### Work request
When you reach the line that contains "function fill(path, color)" in the data below, start reproducing lines exactly, and stop after the line that contains "M1555,215V317L1486,329L1469,230Z".

##############################

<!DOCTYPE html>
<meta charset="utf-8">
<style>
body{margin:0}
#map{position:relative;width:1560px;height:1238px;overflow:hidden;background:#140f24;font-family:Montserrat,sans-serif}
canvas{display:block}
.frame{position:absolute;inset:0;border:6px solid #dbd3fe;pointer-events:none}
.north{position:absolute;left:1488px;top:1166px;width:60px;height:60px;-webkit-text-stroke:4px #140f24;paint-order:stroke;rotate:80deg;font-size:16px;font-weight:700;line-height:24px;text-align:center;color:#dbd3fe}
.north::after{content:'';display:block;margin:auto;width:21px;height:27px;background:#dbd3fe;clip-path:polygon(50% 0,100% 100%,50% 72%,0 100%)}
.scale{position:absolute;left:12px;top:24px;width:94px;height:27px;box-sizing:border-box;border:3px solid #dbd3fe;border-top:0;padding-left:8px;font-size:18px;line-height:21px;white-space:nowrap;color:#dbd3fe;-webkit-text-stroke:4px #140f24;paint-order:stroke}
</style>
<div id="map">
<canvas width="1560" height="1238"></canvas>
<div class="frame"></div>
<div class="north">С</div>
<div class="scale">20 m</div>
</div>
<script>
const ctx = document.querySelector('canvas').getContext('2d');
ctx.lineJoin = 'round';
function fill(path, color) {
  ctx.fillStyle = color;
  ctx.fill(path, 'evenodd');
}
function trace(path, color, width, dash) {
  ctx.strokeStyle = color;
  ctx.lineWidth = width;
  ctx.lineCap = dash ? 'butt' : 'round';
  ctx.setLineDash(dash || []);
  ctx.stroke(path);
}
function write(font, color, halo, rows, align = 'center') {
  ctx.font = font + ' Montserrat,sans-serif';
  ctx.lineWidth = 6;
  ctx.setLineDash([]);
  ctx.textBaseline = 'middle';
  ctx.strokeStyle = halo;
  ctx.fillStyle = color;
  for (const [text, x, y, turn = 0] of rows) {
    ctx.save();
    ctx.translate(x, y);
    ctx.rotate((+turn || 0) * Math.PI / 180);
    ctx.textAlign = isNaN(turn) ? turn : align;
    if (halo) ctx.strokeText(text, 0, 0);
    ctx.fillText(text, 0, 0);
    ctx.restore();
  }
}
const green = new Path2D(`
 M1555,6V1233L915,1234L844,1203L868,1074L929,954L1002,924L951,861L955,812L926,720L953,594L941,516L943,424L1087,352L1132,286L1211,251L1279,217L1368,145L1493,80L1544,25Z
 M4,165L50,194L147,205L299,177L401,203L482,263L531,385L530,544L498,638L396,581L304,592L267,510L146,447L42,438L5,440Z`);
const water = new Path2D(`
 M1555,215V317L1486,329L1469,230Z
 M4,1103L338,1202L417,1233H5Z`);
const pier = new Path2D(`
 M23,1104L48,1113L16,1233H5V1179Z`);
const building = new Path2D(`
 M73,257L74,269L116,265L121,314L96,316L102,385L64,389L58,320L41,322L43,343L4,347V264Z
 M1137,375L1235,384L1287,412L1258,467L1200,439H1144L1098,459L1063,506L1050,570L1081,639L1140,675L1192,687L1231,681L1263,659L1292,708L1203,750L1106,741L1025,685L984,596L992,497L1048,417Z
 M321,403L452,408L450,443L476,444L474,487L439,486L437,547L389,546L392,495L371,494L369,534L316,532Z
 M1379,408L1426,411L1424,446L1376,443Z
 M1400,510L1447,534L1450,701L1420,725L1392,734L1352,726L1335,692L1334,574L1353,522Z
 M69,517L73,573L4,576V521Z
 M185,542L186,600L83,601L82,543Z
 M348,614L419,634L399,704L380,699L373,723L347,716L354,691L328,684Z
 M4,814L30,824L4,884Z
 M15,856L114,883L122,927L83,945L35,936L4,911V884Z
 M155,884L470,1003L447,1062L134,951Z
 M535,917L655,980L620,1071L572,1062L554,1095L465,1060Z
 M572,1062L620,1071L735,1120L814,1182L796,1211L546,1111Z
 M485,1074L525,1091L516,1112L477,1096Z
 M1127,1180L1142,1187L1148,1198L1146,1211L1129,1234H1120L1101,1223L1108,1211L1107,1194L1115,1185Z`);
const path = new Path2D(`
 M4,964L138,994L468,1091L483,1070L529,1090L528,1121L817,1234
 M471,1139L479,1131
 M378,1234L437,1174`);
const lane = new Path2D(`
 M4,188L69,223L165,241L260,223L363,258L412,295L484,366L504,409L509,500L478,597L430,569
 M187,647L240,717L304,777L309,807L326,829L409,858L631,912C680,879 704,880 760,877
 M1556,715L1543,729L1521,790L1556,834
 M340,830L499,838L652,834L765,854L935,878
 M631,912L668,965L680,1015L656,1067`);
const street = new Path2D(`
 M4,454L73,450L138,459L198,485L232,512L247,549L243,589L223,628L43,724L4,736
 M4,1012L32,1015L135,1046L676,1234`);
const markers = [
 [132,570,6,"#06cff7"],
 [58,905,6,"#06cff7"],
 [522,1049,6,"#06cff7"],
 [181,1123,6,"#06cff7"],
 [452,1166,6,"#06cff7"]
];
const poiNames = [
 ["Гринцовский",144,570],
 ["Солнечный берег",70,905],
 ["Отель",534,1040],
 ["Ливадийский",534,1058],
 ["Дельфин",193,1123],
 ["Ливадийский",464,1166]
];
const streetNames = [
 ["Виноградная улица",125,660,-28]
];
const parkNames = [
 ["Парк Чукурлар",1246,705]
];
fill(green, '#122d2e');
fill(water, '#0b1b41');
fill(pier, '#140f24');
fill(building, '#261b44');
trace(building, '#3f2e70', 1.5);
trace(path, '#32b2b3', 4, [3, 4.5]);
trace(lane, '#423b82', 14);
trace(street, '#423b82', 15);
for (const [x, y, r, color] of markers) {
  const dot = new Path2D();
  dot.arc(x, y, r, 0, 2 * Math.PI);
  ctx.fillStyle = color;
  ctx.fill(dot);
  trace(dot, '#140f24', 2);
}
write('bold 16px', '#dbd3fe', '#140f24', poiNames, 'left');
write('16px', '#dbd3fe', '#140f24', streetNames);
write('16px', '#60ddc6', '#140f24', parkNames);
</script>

##############################

### Written answer
function fill(path, color) {
  ctx.fillStyle = color;
  ctx.fill(path, 'evenodd');
}
function trace(path, color, width, dash) {
  ctx.strokeStyle = color;
  ctx.lineWidth = width;
  ctx.lineCap = dash ? 'butt' : 'round';
  ctx.setLineDash(dash || []);
  ctx.stroke(path);
}
function write(font, color, halo, rows, align = 'center') {
  ctx.font = font + ' Montserrat,sans-serif';
  ctx.lineWidth = 6;
  ctx.setLineDash([]);
  ctx.textBaseline = 'middle';
  ctx.strokeStyle = halo;
  ctx.fillStyle = color;
  for (const [text, x, y, turn = 0] of rows) {
    ctx.save();
    ctx.translate(x, y);
    ctx.rotate((+turn || 0) * Math.PI / 180);
    ctx.textAlign = isNaN(turn) ? turn : align;
    if (halo) ctx.strokeText(text, 0, 0);
    ctx.fillText(text, 0, 0);
    ctx.restore();
  }
}
const green = new Path2D(`
 M1555,6V1233L915,1234L844,1203L868,1074L929,954L1002,924L951,861L955,812L926,720L953,594L941,516L943,424L1087,352L1132,286L1211,251L1279,217L1368,145L1493,80L1544,25Z
 M4,165L50,194L147,205L299,177L401,203L482,263L531,385L530,544L498,638L396,581L304,592L267,510L146,447L42,438L5,440Z`);
const water = new Path2D(`
 M1555,215V317L1486,329L1469,230Z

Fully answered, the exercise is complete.